----- RECORD EXTRACTS -----

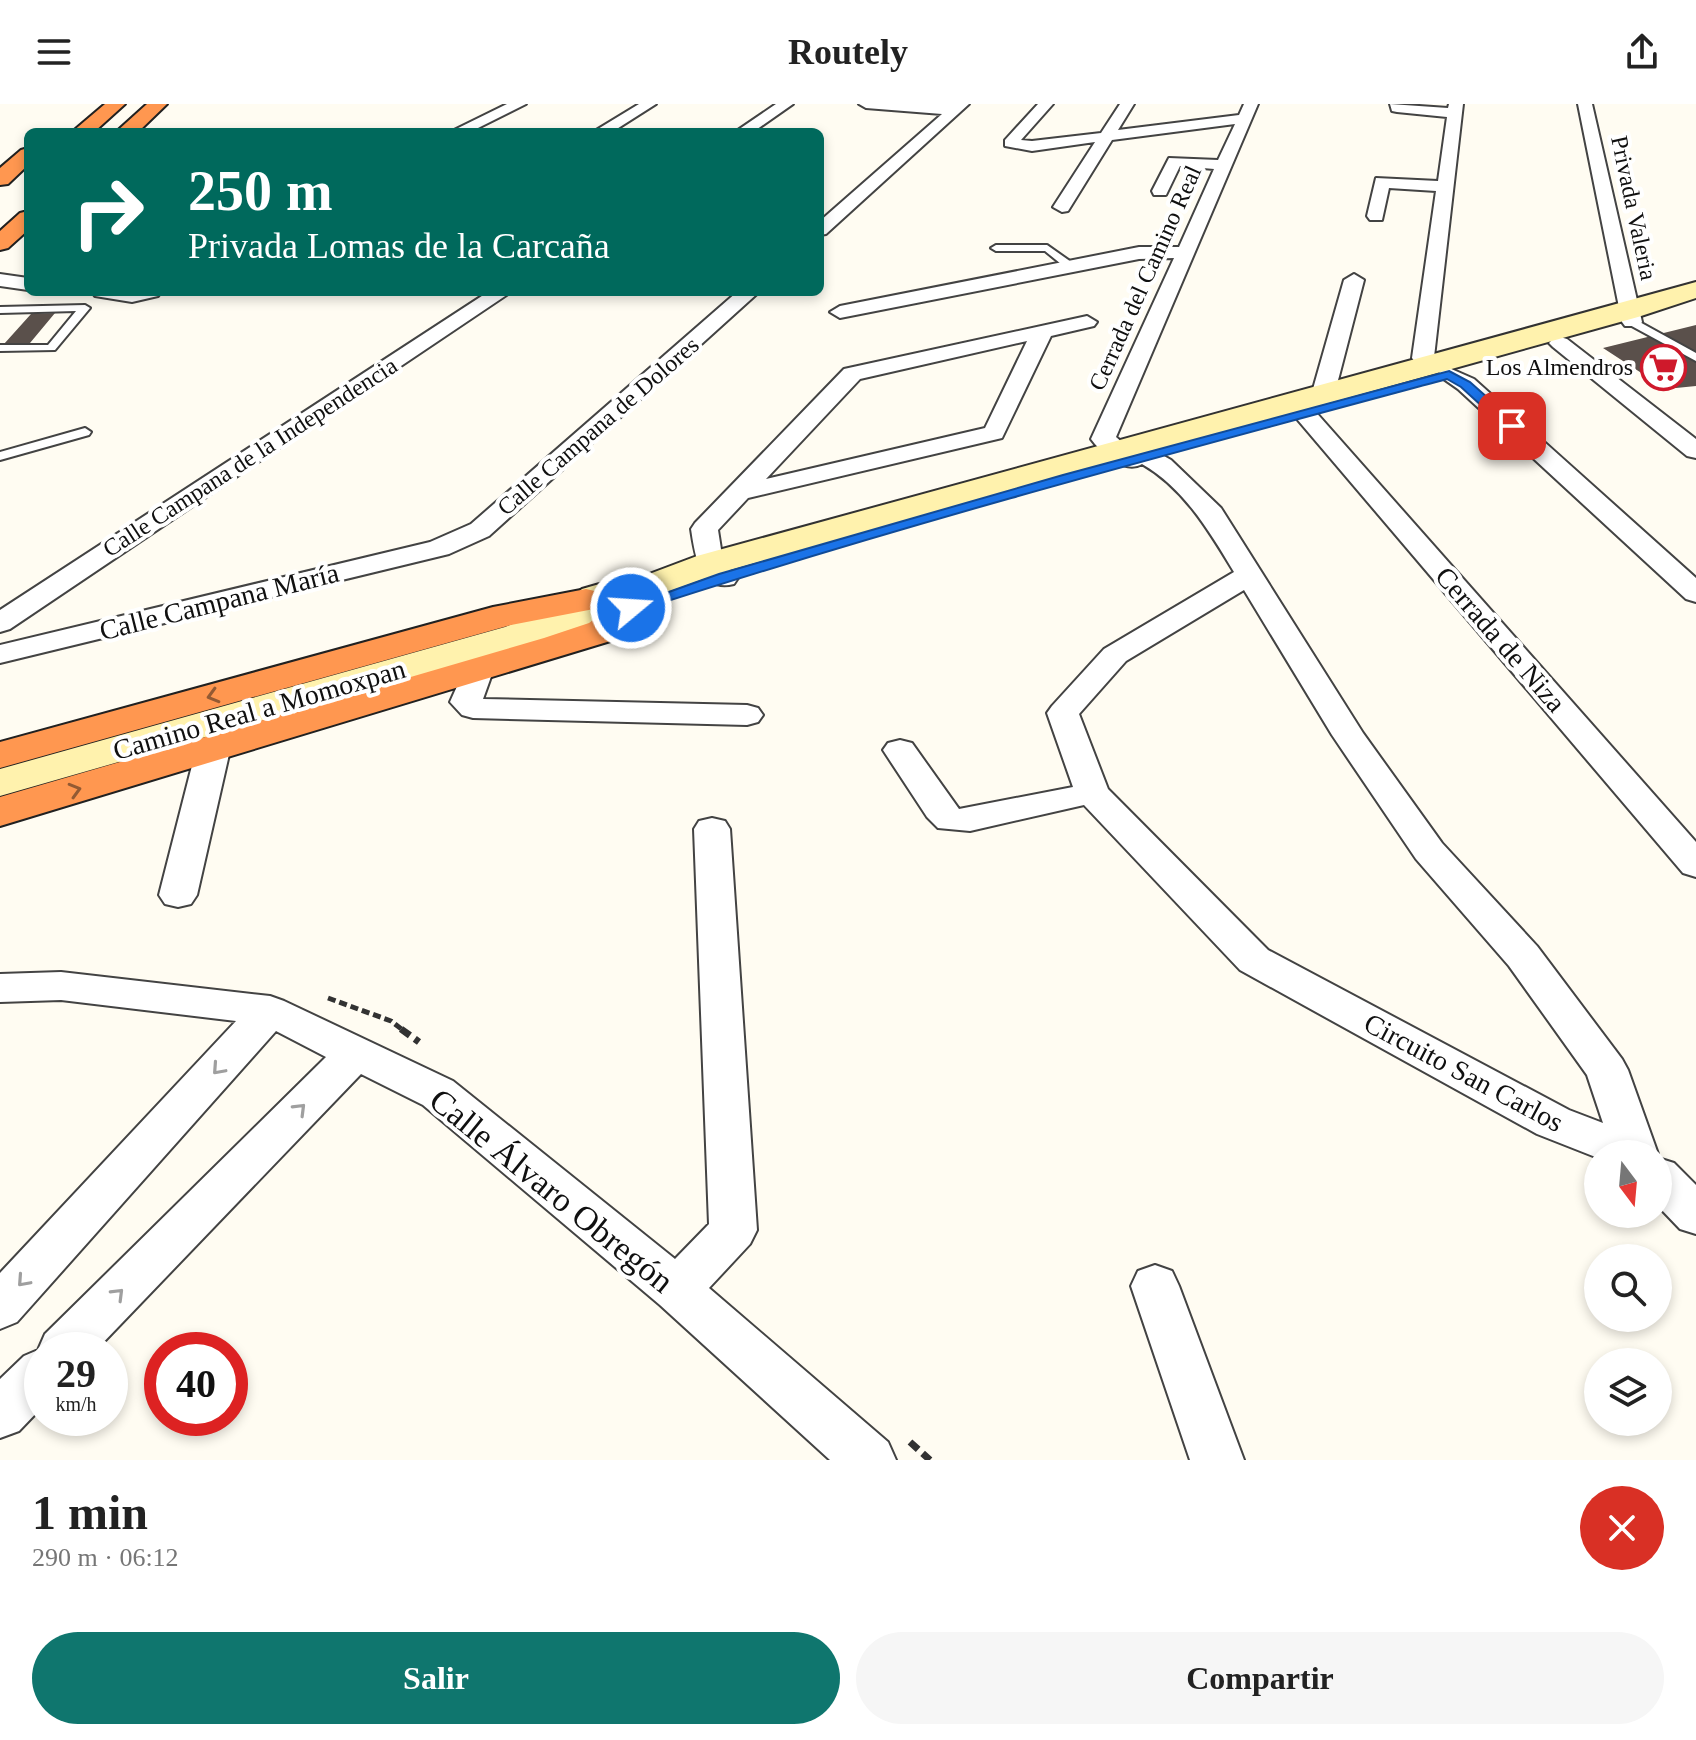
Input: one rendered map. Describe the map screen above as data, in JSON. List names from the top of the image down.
{
  "streets": {
    "street": [
      "Privada Valeria",
      "Cerrada del Camino Real",
      "Calle Campana de Dolores",
      "Calle Campana de la Independencia",
      "Calle Campana María",
      "Cerrada de Niza",
      "Camino Real a Momoxpan",
      "Circuito San Carlos",
      "Calle Álvaro Obregón"
    ]
  },
  "crossings": [
    ["Privada Valeria", "Camino Real a Momoxpan"],
    ["Cerrada del Camino Real", "Camino Real a Momoxpan"],
    ["Calle Campana de Dolores", "Calle Campana María"],
    ["Cerrada de Niza", "Camino Real a Momoxpan"]
  ],
  "places": {
    "supermarket": ["Los Almendros"]
  },
  "north": "bottom",
  "page": {
    "header": "Routely",
    "turn": ["250 m", "Privada Lomas de la Carcaña"],
    "speed": "29 km/h",
    "limit": "40",
    "heading": ["1 min", "290 m · 06:12"],
    "buttons": ["Salir", "Compartir"]
  }
}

-----

An exact retyping of the entries, without images, is the required answer.

Input: one rendered map. Describe the map screen above as data, in JSON. List names from the top of the image down.
{
  "streets": {
    "street": [
      "Privada Valeria",
      "Cerrada del Camino Real",
      "Calle Campana de Dolores",
      "Calle Campana de la Independencia",
      "Calle Campana María",
      "Cerrada de Niza",
      "Camino Real a Momoxpan",
      "Circuito San Carlos",
      "Calle Álvaro Obregón"
    ]
  },
  "crossings": [
    ["Privada Valeria", "Camino Real a Momoxpan"],
    ["Cerrada del Camino Real", "Camino Real a Momoxpan"],
    ["Calle Campana de Dolores", "Calle Campana María"],
    ["Cerrada de Niza", "Camino Real a Momoxpan"]
  ],
  "places": {
    "supermarket": ["Los Almendros"]
  },
  "north": "bottom",
  "page": {
    "header": "Routely",
    "turn": ["250 m", "Privada Lomas de la Carcaña"],
    "speed": "29 km/h",
    "limit": "40",
    "heading": ["1 min", "290 m · 06:12"],
    "buttons": ["Salir", "Compartir"]
  }
}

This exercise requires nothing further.